総務部●では、発明したデジカメを早速見せてもらえませんか。
まろたん●ウン! よいしょよいしょ。これなんでしゅよ。
総務部●これは……ミドリガメ?
まろたん●(嬉しそうに) まろたんが書いたの! かわいいでしょっ!
総務部●書いた? ああ、カメの背中に白で「01」と書いてあります。
まろたん●やっぱデジタルを表すには「01」が最適と思ったんでしゅ。
総務部●デジタルなカメでデジカメ…。「01」と書いてデジタルというだけでも相当無理矢理ですが…。

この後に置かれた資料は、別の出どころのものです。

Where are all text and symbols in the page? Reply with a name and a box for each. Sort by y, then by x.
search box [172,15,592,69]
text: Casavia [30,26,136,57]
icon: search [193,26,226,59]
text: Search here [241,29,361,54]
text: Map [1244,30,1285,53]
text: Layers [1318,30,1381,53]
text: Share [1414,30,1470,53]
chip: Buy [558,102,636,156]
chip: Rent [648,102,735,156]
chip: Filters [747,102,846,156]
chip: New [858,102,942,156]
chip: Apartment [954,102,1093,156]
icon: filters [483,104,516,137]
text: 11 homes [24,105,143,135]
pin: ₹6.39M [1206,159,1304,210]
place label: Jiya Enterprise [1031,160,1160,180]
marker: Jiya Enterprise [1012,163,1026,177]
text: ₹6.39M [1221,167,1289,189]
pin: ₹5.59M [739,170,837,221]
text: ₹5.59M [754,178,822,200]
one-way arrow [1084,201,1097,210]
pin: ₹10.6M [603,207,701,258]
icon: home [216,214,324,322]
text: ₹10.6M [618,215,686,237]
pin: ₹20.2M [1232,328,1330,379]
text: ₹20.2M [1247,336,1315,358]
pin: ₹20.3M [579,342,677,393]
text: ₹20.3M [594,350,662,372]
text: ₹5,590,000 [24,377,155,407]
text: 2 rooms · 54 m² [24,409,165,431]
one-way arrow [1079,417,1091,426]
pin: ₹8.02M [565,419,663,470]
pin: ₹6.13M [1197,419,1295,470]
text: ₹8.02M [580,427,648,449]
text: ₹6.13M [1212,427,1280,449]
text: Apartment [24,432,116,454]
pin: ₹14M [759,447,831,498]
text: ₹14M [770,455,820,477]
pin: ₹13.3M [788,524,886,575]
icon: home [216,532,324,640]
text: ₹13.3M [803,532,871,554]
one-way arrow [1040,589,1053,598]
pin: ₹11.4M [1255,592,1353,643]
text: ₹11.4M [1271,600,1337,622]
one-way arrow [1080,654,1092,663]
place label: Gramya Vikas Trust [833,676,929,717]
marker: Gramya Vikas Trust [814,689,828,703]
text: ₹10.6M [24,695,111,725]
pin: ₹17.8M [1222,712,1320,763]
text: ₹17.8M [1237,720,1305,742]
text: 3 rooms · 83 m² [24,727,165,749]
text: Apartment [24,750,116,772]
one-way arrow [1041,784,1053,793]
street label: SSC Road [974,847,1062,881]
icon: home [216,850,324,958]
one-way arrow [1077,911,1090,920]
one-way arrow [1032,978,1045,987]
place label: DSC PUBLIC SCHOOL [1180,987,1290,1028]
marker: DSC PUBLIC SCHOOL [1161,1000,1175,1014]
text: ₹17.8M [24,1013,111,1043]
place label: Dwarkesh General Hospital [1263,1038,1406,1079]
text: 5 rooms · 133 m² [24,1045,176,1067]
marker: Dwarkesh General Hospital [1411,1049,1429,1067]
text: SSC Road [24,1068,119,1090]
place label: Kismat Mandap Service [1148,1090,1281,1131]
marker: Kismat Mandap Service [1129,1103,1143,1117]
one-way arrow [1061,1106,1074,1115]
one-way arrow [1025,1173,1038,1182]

まろたん●(取材者の落胆の色を感じとって)ほんとは甲羅の一つ一つに「01」と書きたかったけど、さすがにそれは2歳のこどもには難しくって…クスン…おにーちゃんたちを喜ばそうと…ヒック…思って…ヒック…まろたんがんばって書いたのにクスングスンウワワワーン!」
総務部●そ、そっかー。よくがんばったねー。おりこうさんだったねー、頭ナデナデしてあげようねー!
まろたん●わーい、おにーちゃんだぁいしゅき〜。なにしてあそぶー?
おうまさんごっこ、むすんでひらいて、あがりめさがりめニャンコの目…。途中から心を保父モードに切り替えた我々は、この後まろたんと思う存分遊んだ。遊び疲れたあげく膝で眠ってしまったまろたんの寝顔を見ていると、これはこれでよかったのではないかと思えた、春雨そぼ降る練馬での一夜であった。(総務部)
→右がデジカメ。父親が亀戸で買ってきたものだという。左の普通のカメに見えるものは普通のカメ。